Chaney, Goodman, and Schwerner traveled from Meridian, Mississippi, to the community of Longdale to talk with congregation members at a church that had been burned. The trio was thereafter arrested following a traffic stop outside Philadelphia, Mississippi, for speeding escorted to the local jail and held for a number of hours.[1] As the three left town in their car, they were followed by law enforcement and others. Before leaving Neshoba County their car was pulled over and all three were abducted, driven to another location, and shot at close range. The three men’s bodies were then transported to an earthen dam where they were buried.[wikipedia]

Chaney the young black man was understandably fighting for the rights and dignity of blacks including himself, Goodman, and Schwerner did not have to care, they did not have to offer themselves to change the arc of injustice, they did not have to give their lives but they did.

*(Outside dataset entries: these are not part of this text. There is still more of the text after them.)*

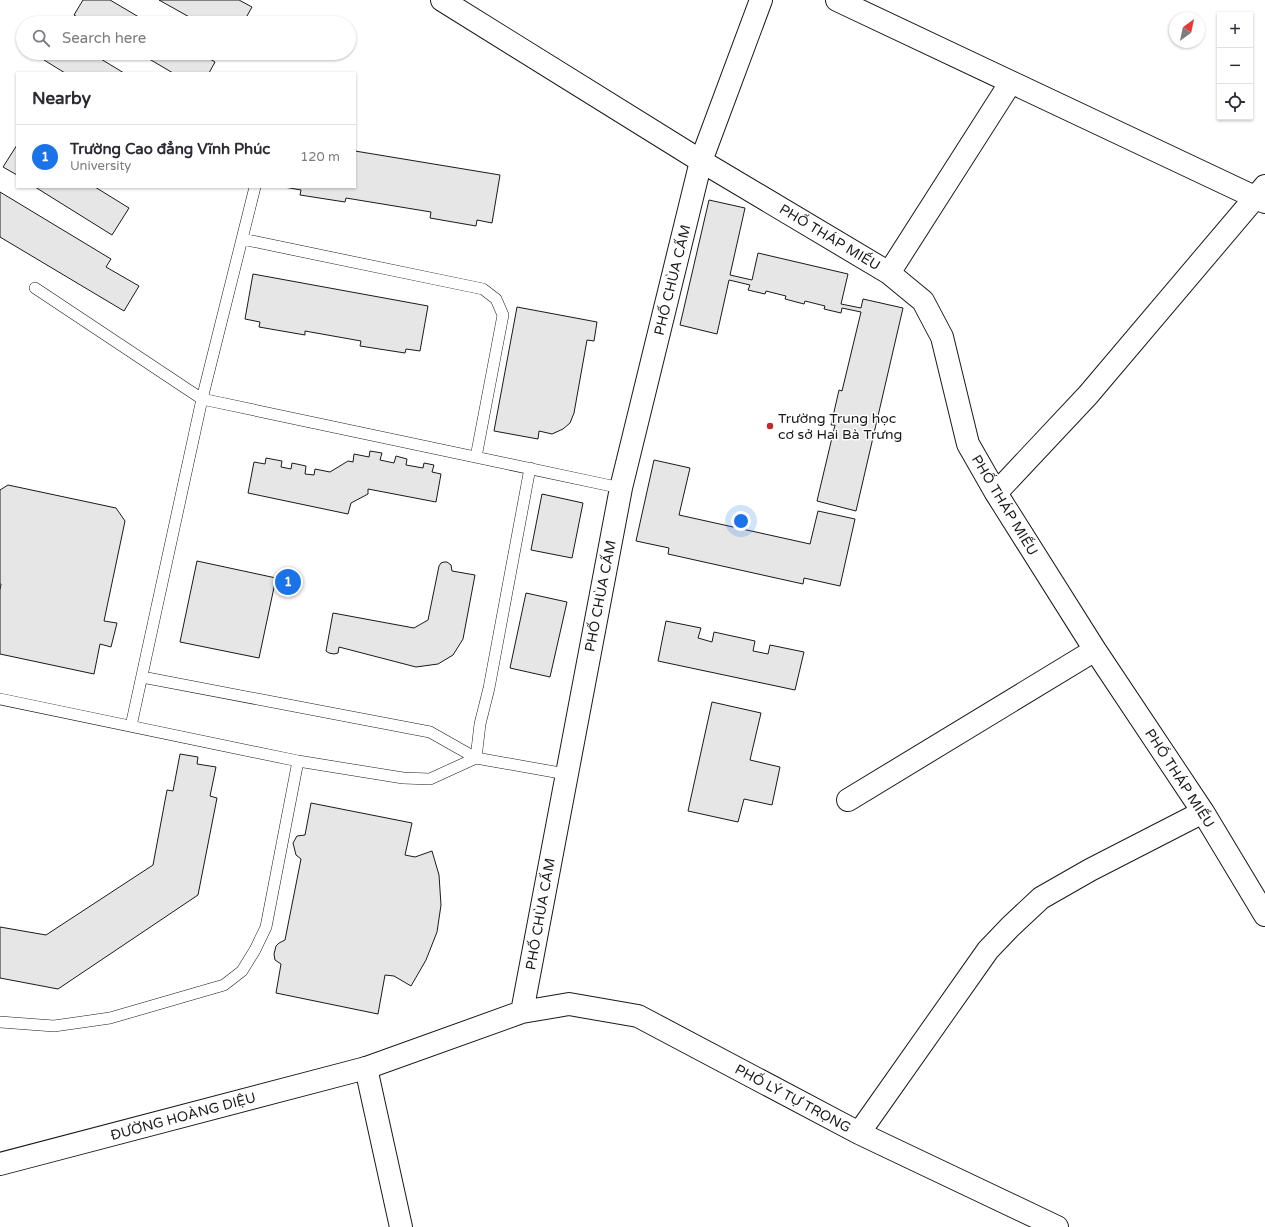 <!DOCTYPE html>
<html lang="en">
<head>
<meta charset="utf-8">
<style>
  body { margin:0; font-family:"Varela Round",sans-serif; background:#f7f7f7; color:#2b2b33 }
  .controls { position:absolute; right:12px; top:12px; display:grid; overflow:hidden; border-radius:0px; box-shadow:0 1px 3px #0004 }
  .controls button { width:36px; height:36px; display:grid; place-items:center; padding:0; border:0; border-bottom:1px solid #e1e1e2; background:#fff; color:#2b2b33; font:20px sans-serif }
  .compass { position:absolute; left:1169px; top:12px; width:36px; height:36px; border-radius:50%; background:#fff; box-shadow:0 1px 3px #0004; rotate:33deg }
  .you { position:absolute; left:741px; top:521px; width:14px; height:14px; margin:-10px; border:3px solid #fff; border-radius:50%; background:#1a73e8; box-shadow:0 0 0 6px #1a73e833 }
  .badge { display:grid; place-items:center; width:26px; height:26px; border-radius:50%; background:#1a73e8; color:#fff; font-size:13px; font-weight:700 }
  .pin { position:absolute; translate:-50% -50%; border:2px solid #fff; box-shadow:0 1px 4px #0006 }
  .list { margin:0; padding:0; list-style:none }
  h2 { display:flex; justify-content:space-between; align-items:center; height:52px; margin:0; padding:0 16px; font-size:17px }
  h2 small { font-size:13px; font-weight:400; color:#7c7c81 }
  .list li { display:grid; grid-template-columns:26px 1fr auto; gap:12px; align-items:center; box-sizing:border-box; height:64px; padding:0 16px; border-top:1px solid #e1e1e2 }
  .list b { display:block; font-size:15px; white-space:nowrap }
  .list p { margin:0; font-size:13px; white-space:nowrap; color:#7c7c81 }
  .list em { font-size:13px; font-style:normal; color:#7c7c81 }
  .icon { flex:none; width:22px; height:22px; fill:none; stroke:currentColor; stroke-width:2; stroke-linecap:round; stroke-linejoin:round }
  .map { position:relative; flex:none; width:1265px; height:1227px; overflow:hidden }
  .search { position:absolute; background:#fff; box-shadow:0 1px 3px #0004; left:16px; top:16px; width:340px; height:44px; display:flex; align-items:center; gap:10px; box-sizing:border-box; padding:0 14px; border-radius:22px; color:#7c7c81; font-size:15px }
  .panel { position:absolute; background:#fff; box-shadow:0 1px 3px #0004; left:16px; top:72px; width:340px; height:116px; border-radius:0px }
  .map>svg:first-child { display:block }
</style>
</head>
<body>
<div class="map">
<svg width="1265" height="1227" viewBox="0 0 1265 1227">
  <rect width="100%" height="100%" fill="#fff"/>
  <path fill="#e6e6e6" stroke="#1a1a1a" d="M83,0H110L149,23H88L74,15Z
    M159,0H239L252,7L243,23H200Z
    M48,53H91L124,73H65L44,60Z
    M139,53H200L215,62L209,73H173Z
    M17,145V175L3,167Z
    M355,151L500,175L492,223L477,220L476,226L430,218L431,212L346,198L345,202L300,195L301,190L284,187H355Z
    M35,187H95L129,208L112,235Z
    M0,192L111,259L106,267L139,286L124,311L0,237Z
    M709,200L745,208L730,275L752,280L758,253L848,274L841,304L861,308L863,299L903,308L856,511L817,501L835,425H831L839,390L842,391L861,312L842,308L841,313L824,309L825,306L805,301L804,304L785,299L786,296L766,291L765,294L748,290L750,285L729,280L717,334L680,325Z
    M253,274L428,306L420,351L406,349L405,353L360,346L361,341L305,331V335L259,327L260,322L245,319Z
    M517,307L597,322L594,341L587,340L574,413L570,423L563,429L552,434L539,431L538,439L494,431Z
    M370,451L382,453L380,460L394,463L396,456L407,459L406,465L423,468L424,463L434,465L432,472L441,474L436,502L368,489V494L351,503L348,514L248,493L254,462L265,464L266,458L282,461L281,467L291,469L292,463L306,466L305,474L314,475L315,469L330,472L348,461L353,462L354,454L369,457Z
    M654,460L690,468L679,515L810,544L818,511L855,519L840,586L804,578L803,584L668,554L669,548L636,541Z
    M8,485L116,508L125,521L104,621L117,623L111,647L100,644L94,674L0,654V590L1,584H0V490Z
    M542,494L583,503L572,558L531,550Z
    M197,561L276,578L259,658L180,642Z
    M444,562H447L451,565L452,571L475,575L463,639L453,655L438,664L416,667L339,647L338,653L334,654L329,653L326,651L333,613L414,628L428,620L439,566L441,563Z
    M526,593L567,602L550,677L510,668Z
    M666,621L701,628L698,638L712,642L714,632L755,641L753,651L768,654L770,645L804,652L795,690L658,661Z
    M712,702L761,713L750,760L780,767L772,805L744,799L738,822L688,811Z
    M180,754L198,757L197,764L216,767L210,796L217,798L198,895L58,989L0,978V927L46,935L153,865L167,790L173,791Z
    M311,803L412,823L405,855L415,857L432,851L439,875L441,905L437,932L426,960L411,986L394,976L385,975L378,1014L276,993L281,964L275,960L274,954L276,946L279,943L285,940L301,859L296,855L293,843L297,836L305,835Z"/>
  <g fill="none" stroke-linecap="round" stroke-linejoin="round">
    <g stroke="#1a1a1a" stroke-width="12">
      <path id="service" d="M242,239L483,289L496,299L503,315L476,457
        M35,288L202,399L621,488
        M142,677L430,732L476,758L566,774
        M0,699L298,761L403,778L430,779L476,758L480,724L489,688L530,468
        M131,726L202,399L255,187
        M0,1022L54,1026L110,1018L224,985L242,971L255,950L266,927L298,761"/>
    </g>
    <g stroke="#1a1a1a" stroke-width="24">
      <path id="minor" d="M442,0L701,161L889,273L923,301L942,337L968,444L996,493L1095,650L1203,812L1265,915
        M837,0L1265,202
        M889,273L1011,82
        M996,493L1088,395L1265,186
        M848,800L1095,650
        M522,1012L621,488L701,161L761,0
        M859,1133L988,950L1010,927L1041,898L1090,870L1203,812
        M0,1164L366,1068L522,1012L569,1004L638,1016L859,1133L1057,1227"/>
    </g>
    <g stroke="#1a1a1a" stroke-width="24">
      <path id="tertiary" d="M366,1068L401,1227"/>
    </g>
    <use href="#service" stroke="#fff" stroke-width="11"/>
    <use href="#minor" stroke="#fff" stroke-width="22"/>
    <use href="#tertiary" stroke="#fff" stroke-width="22"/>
  </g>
  <circle fill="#c62828" stroke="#fff" stroke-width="1.5" cx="770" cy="426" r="4"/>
  <g text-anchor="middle" stroke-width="3" stroke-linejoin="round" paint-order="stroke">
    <g font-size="14" fill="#1a1a1a" stroke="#fff">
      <text transform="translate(830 237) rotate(31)" y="5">PHỐ THÁP MIẾU</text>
      <text transform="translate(672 280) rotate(-76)" y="5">PHỐ CHÙA CẤM</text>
      <text transform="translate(1005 505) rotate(59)" y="5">PHỐ THÁP MIẾU</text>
      <text transform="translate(600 596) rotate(-79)" y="5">PHỐ CHÙA CẤM</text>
      <text transform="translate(1180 778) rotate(57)" y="5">PHỐ THÁP MIẾU</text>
      <text transform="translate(540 914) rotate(-80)" y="5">PHỐ CHÙA CẤM</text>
      <text transform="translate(793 1098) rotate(28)" y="5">PHỐ LÝ TỰ TRỌNG</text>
      <text transform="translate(183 1116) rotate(-15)" y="5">ĐƯỜNG HOÀNG DIỆU</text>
    </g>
    <g font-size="14" fill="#1a1a1a" stroke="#fff" text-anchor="start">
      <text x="778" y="423">Trường Trung học<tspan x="778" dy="16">cơ sở Hai Bà Trưng</tspan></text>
    </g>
  </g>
</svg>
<div class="controls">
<button>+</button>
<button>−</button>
<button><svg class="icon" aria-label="locate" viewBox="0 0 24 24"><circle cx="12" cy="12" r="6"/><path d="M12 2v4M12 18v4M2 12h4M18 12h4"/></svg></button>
</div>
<svg class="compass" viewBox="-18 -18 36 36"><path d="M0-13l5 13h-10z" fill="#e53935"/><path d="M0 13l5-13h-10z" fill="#7c7c81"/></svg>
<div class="you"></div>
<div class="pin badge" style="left:288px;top:582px">1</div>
<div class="search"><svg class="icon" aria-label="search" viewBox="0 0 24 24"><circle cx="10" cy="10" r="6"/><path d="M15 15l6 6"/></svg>Search here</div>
<section class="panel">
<h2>Nearby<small></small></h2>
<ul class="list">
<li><span class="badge">1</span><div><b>Trường Cao đẳng Vĩnh Phúc</b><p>University</p></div><em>120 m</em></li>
</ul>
</section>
</div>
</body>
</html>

The systemic abuse and the dehumanizing treatment Black Americans faced for over four hundred years which culminated in the Civil Rights struggles of the 1960’s, did not go away when President Lyndon Johnson signed the landmark 1964 Civil Rights Act into law.
Black Americans simply got fat and lazy, simply put, African-Americans began an unprecedented slide into a sense of immorality and lascivious behavior which eviscerated the gains made by the greatest generation which marched and died in the struggles of the 60’s.

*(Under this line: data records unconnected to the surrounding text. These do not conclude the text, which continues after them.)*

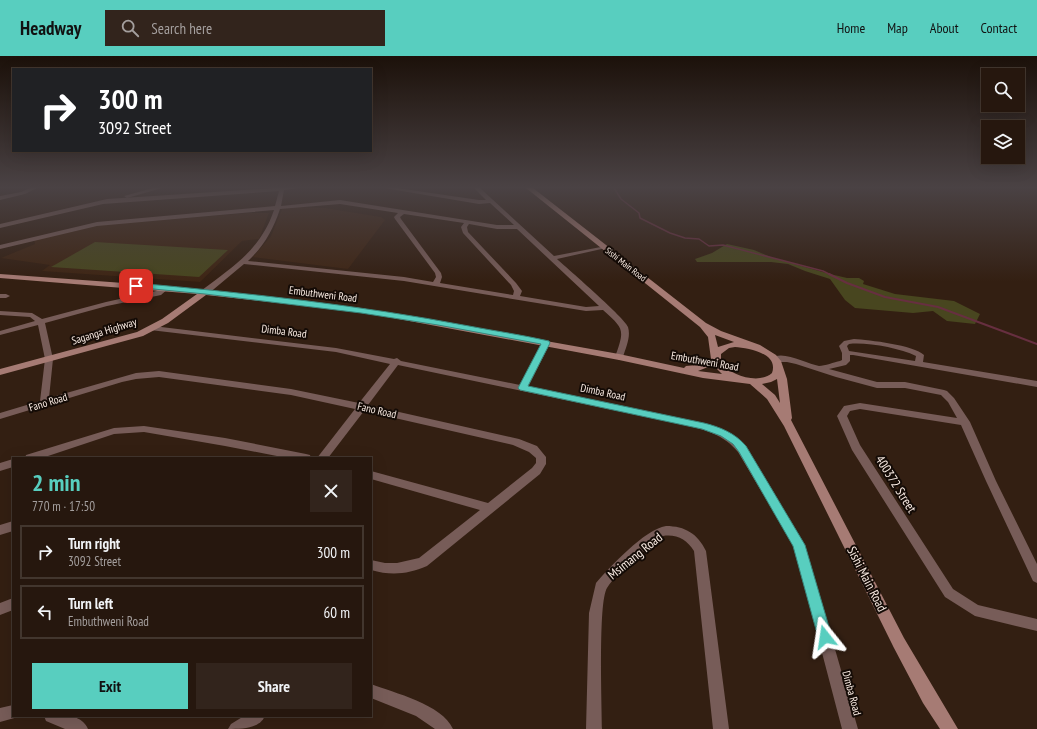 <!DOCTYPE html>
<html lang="en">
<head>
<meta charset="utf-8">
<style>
  body { margin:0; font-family:"PT Sans Narrow",sans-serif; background:#32241c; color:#f1f3f6; height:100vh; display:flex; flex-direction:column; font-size:15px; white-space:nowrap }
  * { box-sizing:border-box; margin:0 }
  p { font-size:13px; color:#a49f9e }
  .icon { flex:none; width:22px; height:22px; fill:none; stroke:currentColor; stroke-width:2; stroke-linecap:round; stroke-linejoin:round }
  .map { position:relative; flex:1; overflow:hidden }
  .sheet { position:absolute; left:12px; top:401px; width:360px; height:260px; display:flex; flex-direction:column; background:#26170e; border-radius:0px; box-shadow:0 4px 16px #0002,0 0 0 1px #42362e }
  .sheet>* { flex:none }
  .hud { position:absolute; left:12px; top:12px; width:360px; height:84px; border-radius:0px; box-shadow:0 4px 16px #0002,0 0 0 1px #42362e; background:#202124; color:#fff; overflow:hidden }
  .tools { position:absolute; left:981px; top:12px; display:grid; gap:8px }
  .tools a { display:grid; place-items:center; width:44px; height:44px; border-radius:0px; background:#26170e; box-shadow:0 4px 16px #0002,0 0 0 1px #42362e; font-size:20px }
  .pin { position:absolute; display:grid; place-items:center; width:34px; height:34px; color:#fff; margin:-17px; border-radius:8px; box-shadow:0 2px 6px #0006 }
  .me { position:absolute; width:44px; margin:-22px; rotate:345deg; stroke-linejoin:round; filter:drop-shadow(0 0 3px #0008) }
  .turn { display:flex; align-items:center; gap:14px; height:84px; padding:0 20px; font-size:18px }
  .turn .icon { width:52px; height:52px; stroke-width:2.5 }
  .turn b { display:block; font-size:28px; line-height:34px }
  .round { display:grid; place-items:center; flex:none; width:42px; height:42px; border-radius:0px; background:#32241c }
  .headline { display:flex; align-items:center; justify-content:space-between; height:68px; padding:0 20px }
  h1 { font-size:24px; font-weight:600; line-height:30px; color:#58cebf }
  .action { display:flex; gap:8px; margin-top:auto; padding:8px 20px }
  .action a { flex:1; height:46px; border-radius:0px; background:#58cebf; color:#111; font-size:16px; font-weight:600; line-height:46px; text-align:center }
  .action a+a { background:#32241c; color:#f1f3f6 }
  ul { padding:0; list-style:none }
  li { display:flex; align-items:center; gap:12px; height:54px; margin:0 8px 6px; padding:0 12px; border:2px solid #42362e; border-radius:0px }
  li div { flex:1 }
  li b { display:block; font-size:15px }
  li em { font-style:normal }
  header { display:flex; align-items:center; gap:24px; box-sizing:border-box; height:56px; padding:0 20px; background:#58cebf; color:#111 }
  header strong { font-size:19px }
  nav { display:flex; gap:22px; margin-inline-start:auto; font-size:14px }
  .search { width:280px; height:36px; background:#32241c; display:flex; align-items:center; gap:10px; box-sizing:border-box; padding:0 14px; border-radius:0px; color:#a49f9e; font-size:15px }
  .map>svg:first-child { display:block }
  .built { fill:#3e2514 }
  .green { fill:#48461f }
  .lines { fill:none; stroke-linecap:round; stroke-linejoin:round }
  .stream-far1 { stroke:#672f40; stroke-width:1.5 }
  .stream { stroke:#672f40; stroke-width:2 }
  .street { fill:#775c58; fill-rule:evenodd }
  .secondary { fill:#a67b74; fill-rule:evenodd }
  .route { fill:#58cebf; stroke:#39867c }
  .labels { text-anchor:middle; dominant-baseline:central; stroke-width:4; stroke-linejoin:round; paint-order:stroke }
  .far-street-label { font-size:9px; fill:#f9ebe3; stroke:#140b06 }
  .street-label { font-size:11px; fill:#f9ebe3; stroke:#140b06 }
  .near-street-label { font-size:13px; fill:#f9ebe3; stroke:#140b06 }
</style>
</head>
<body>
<header>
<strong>Headway</strong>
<div class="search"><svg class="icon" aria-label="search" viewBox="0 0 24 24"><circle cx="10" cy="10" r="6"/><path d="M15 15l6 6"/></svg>Search here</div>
<nav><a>Home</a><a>Map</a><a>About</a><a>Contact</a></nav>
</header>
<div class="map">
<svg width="1037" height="673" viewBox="0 0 1037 673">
  <rect width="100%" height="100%" fill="#331f12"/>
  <!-- built -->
  <g class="built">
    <path d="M299,151L325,152L381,161L385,164L348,213L253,201L271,180L282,153Z"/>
    <path d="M248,157H269L259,183L242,185L200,226L42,215L50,209L1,202L35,188L34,184L102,169Z"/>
  </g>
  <!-- green -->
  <g class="green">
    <path d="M95,186L228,194L199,221L51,211Z"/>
    <path d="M727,188L754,194L773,202L830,218L847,222H859L864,225L863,228L895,238L954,245L980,258L975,268L947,265L933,255L913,257L855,252L845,244L830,223L805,215L788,208L771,206H697L695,203L712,197Z"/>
  </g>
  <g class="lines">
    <!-- stream-far1 -->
    <path class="stream-far1" d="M614,132L621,143L639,157L640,162L670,177L685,182L699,183L709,190L723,189L823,215L831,219"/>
    <!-- stream -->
    <path class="stream" d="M829,218L847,227L885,241L938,251L1037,288"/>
    <!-- street -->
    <g class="street">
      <path d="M30,132H37L25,138L0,144V140L21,136Z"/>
      <path d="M153,132H162L127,142L124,140Z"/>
      <path d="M276,132H299L284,134L281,150L340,144L497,169H514L490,147L479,148L384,132H397L479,144H486L474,132H480L554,200L606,190V192L557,203C569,214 625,262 628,271C631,281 626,291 623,301L619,304L615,301C625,273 624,273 603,254L586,255L404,225L244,208L208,238H202V234C234,210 261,193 274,154L97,170L0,193V189L97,166L275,150L279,135L103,148L0,172V168L107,143ZM340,148L398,157L394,161L395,163L435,217L436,221L433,226L404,221L248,205C264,190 273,174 280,153ZM404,158L464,167L461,171L463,177L511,229L514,235L513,239L440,227L442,221L441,217L401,163L400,161ZM469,168L497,173H517L599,250L586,251L520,240L522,235L516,227L468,176L467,171Z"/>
      <path d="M162,230H168L169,232L161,239L107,250L45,267L53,303L49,342L136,317L159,315L291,333L359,347L390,308L336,296L150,274L149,272L153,270L336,292L394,303L397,302L401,305L520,329L542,287L546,285L550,287L528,331L693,365C713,369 731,375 746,390L805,489L858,673H842L794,490L738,396C724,379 706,374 685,369L398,309L368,349L519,383L537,390L546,401V408L540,418L427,510C408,518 392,520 371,514V504L385,507H397L419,502L480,454L371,423V415L488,447L532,412L536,407V402L529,396L513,389L364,355L328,402H317L355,353L291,339L159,321L136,323L122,326L0,363V357L40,345L45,303L38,269L0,279V275L35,265L30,261L0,259V255L32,257L42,263L106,246L156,235Z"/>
      <path d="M0,238H6L10,240L6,242H0Z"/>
      <path d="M854,283C869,284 914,289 924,299L923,306L1037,325V331L853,299H850V305L846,309L829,313L877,326H905L944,334L947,335L954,342L970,366L996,425L1037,508V527L1033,525L986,425L961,369L860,353L850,355L847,360L860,389L953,533L978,549L1037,563V575L975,560L945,541L852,394L837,360L844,350L860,347L957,362L948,346L941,339L905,332H877L836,321L796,308L787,306H775L771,303C781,293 807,308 819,310C825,310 834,306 840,305L842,304V297L839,290L844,285ZM849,288C867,286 899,292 916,300L915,305L849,295L847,290Z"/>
      <path d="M144,370L225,382L306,398L310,399L311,402H287L225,390L144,376L114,378L42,402H25L26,399L114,372Z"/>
      <path d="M13,403V411L0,415V407Z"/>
      <path d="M13,465V475L0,479V469Z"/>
      <path d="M666,470C685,470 698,478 706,495L729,673H713L694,495C687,484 677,478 663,480C645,495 619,513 607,532C598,546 602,650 602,673H586L589,557L596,527C610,511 645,473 666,470Z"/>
      <path d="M13,542V554L0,559V547Z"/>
      <path d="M371,628C394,637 442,648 453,673H435L416,660L371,642Z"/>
      <path d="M13,649V660H19L18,661L0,666V652Z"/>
      <path d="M44,660C58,660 81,656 88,673H65L46,665Z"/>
      <path d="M244,660H265C259,673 242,673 228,673L231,668Z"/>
    </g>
    <!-- secondary -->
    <path class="secondary" d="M526,132H533L706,267L721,275L760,289L776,299L781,305L787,323L792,362L791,364L904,582L958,673H940L923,647L894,592L784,370L767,343L750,328L703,322L619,304L361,256L206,239L168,267L143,280L0,319V313L137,276L162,263L197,238L0,222V218L165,230L361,252L619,298L684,312L686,310L698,309L711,303L708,281L700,271ZM715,279L734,286L718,291ZM735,291C748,292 779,297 772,317C759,329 730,319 721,307V298L729,292ZM713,309L722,318L698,315ZM777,323L780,347L775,339L762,328L771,326Z"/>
  </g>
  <!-- sky -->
  <linearGradient id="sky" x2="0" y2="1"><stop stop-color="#1c110a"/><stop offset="0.58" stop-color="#4a4244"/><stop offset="1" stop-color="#4a4244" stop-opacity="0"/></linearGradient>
  <rect width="1037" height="226" fill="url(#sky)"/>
  <!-- route -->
  <path class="route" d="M136,227C247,237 359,249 469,270C495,275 523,279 549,285L550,287L528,330L704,367C720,371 735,377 746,390L805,489L832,581L830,585L825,587L820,585L818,581L793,490L739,396L733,388L721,380L702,373L520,334L518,332L541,288L438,269L361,257L205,238L133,231V228Z"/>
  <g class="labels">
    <!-- far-street labels -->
    <g class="far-street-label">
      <text transform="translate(626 208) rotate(38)">Sishi Main Road</text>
    </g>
    <!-- street labels -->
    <g class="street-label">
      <text transform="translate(323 238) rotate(7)">Embuthweni Road</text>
      <text transform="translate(104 275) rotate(-17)">Saganga Highway</text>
      <text transform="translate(284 275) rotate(7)">Dimba Road</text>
      <text transform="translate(705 305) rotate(10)">Embuthweni Road</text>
      <text transform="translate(603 336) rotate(12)">Dimba Road</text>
      <text transform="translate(48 346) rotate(-17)">Fano Road</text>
      <text transform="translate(377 354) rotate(13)">Fano Road</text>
      <text transform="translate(852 637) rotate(75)">Dimba Road</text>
    </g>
    <!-- near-street labels -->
    <g class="near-street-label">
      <text transform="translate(896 428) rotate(58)">400372 Street</text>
      <text transform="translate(635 500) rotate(-39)">Msimang Road</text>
      <text transform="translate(867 523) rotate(63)">Sishi Main Road</text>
    </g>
  </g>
</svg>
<div class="tools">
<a><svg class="icon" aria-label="search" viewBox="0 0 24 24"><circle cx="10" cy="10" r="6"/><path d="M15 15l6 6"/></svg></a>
<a><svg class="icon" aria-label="layers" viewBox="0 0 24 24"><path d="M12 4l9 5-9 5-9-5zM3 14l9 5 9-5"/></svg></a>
</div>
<div class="pin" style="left:136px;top:230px;background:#d93025"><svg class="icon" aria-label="arrive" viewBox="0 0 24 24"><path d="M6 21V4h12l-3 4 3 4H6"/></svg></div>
<svg class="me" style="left:825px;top:581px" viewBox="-20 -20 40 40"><path d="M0-17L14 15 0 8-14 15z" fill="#58cebf" stroke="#fff" stroke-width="4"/></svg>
<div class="hud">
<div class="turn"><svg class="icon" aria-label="right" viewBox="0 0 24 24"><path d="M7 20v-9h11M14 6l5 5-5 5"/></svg><div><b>300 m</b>3092 Street</div></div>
</div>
<section class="sheet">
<div class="headline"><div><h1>2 min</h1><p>770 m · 17:50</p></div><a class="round"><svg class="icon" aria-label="close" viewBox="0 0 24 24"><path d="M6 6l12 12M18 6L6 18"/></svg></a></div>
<ul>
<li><svg class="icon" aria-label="right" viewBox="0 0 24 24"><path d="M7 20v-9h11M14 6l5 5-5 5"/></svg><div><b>Turn right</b><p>3092 Street</p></div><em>300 m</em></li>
<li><svg class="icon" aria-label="left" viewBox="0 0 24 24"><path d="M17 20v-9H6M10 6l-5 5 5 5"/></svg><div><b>Turn left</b><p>Embuthweni Road</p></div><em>60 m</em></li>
</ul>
<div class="action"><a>Exit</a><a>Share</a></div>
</section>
</div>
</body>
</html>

Black Americans forgot one little thing, the fight was not over.
Today there are no black leaders, no black leadership organizations which have not been compromised by the behaviors I outlined above or which haven’t been rendered useless by covert intelligence activities.

So is this reason to give in to despair, are we at a point where we all go to our individual corners in this tiresome and seemingly existential racial back and forth?
Do we cower in fear as racial animus raise its ugly head, do we withdraw from our brothers and sisters who look differently than we do now that the putrid stench of hate has been given fertile soil in which to grow?

Dr. Martin Luther King Jnr

I say no!
I am always hopeful about the future, not just about the things which are recorded in history and seared into our psyches like the killing of Chaney, Goodman, and Schwerner, but in the little things which are easy to miss.
People like Miss Imoudio, my dearly departed son’s grade school teacher who turned up at his funeral-service years after he had left her care and was a third-year college student.

She cared about her students so she turned up to offer comfort. Miss Imoudio just happen to have white skin.
It is people who work at the Bank I use, people who left their jobs when they did not have to, to come and offer their hugs and words of comfort to my family and me in our darkest hour.
It gives rise to the kind of hope former President Obama speak about, the hope which comes from meeting people who are totally different who would give you the clothes off their backs.

It’s my many friends who sat me down and gave me advice as I ventured out into business, [men, and women who just happen to be white] which gives me hope that this problem which seems so insurmountable at times will not overwhelm us all.

No, racism and bigotry are not going away, it is human nature to crave one-up-manship.
Those with power never give that power up, we use whatever tools we have at our disposal to justify ignorance and bad behavior.
It’s important that we do not lose hope amidst the noise and recriminations, it’s important to remember that we were all created by the same God even when we struggle to believe it.

The struggle for civil rights and human dignity is a generational struggle. Young men and women who marched with torches in Chorletsville Virginia shouting Nazi slogans were not born racist bigots.
They learned those behaviors from those around them, usually parents, close relatives, and peers. It is important that those who push back against that kind of bigotry and hatred must also learn the strategies and methods which are necessary to ensure that good prevails over evil.